Assignment → A precise copy of the data is required, with every picture left out.

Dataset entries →
========

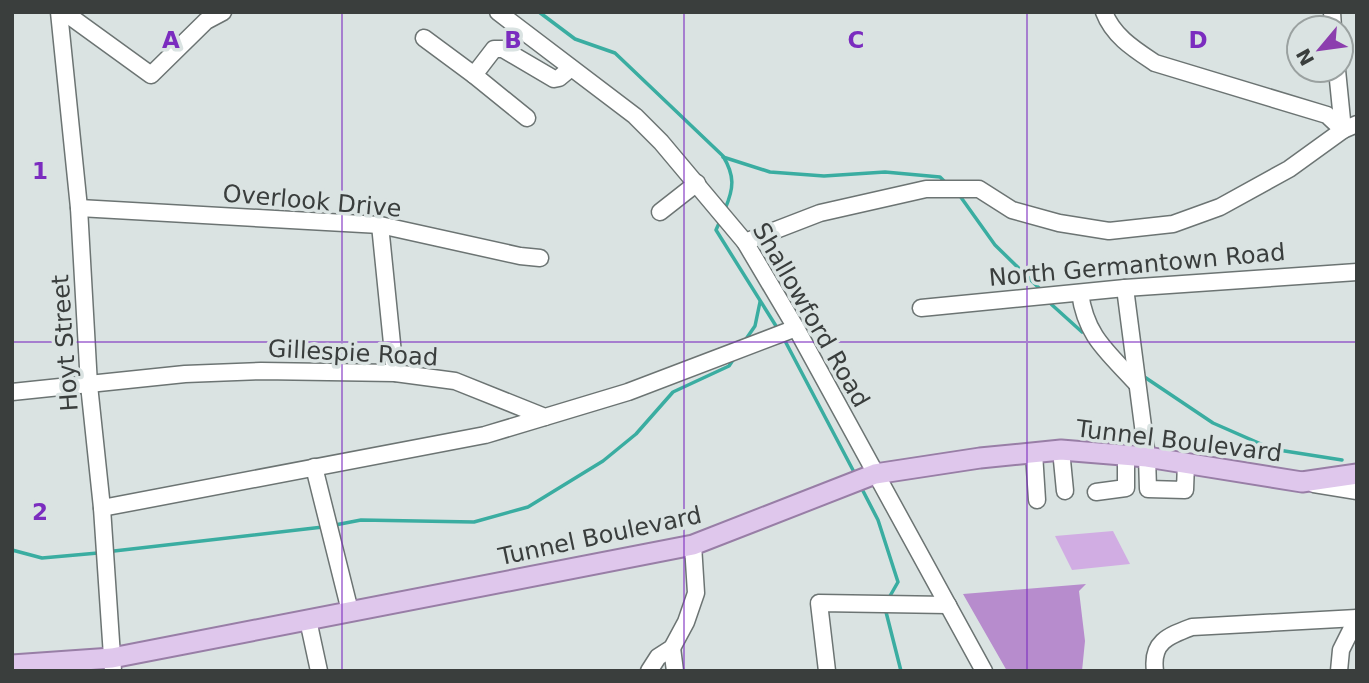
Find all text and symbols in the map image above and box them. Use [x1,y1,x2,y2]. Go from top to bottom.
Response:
north arrow [1285,14,1355,84]
text: A [162,27,180,53]
text: B [504,27,522,53]
text: C [848,27,864,53]
text: D [1188,27,1208,53]
text: N [1292,45,1319,70]
text: 1 [32,158,48,184]
street label: Overlook Drive [221,179,403,223]
street label: Shallowford Road [747,218,875,412]
street label: North Germantown Road [988,238,1286,292]
street label: Hoyt Street [46,274,84,412]
street label: Gillespie Road [267,335,439,371]
street label: Tunnel Boulevard [1074,414,1283,468]
text: 2 [32,499,48,525]
street label: Tunnel Boulevard [495,501,704,571]

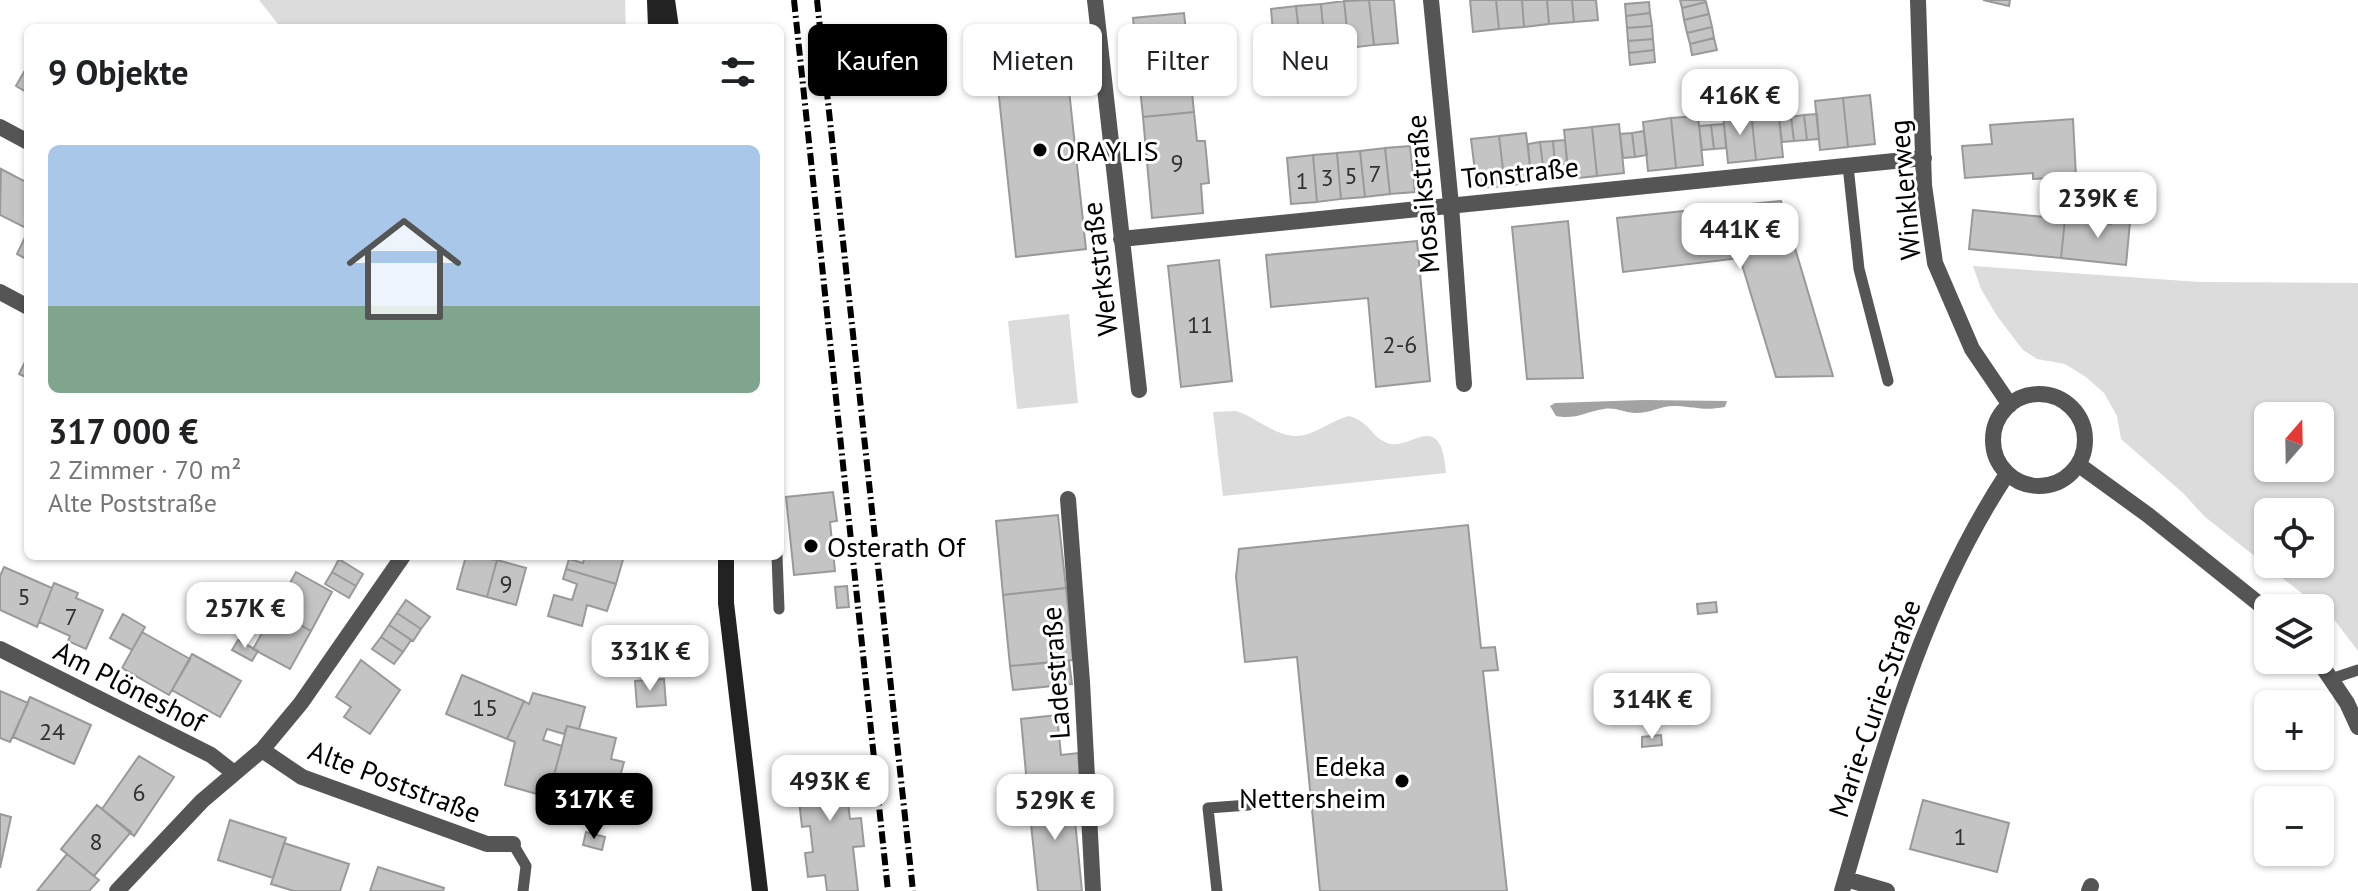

========

Task response →
Find all text and symbols in the map image above and box them. Use [x1,y1,x2,y2]. Go from top to bottom.
Response:
north arrow [1285,14,1355,84]
text: A [162,27,180,53]
text: B [504,27,522,53]
text: C [848,27,864,53]
text: D [1188,27,1208,53]
text: N [1292,45,1319,70]
text: 1 [32,158,48,184]
street label: Overlook Drive [221,179,403,223]
street label: Shallowford Road [747,218,875,412]
street label: North Germantown Road [988,238,1286,292]
street label: Hoyt Street [46,274,84,412]
street label: Gillespie Road [267,335,439,371]
street label: Tunnel Boulevard [1074,414,1283,468]
text: 2 [32,499,48,525]
street label: Tunnel Boulevard [495,501,704,571]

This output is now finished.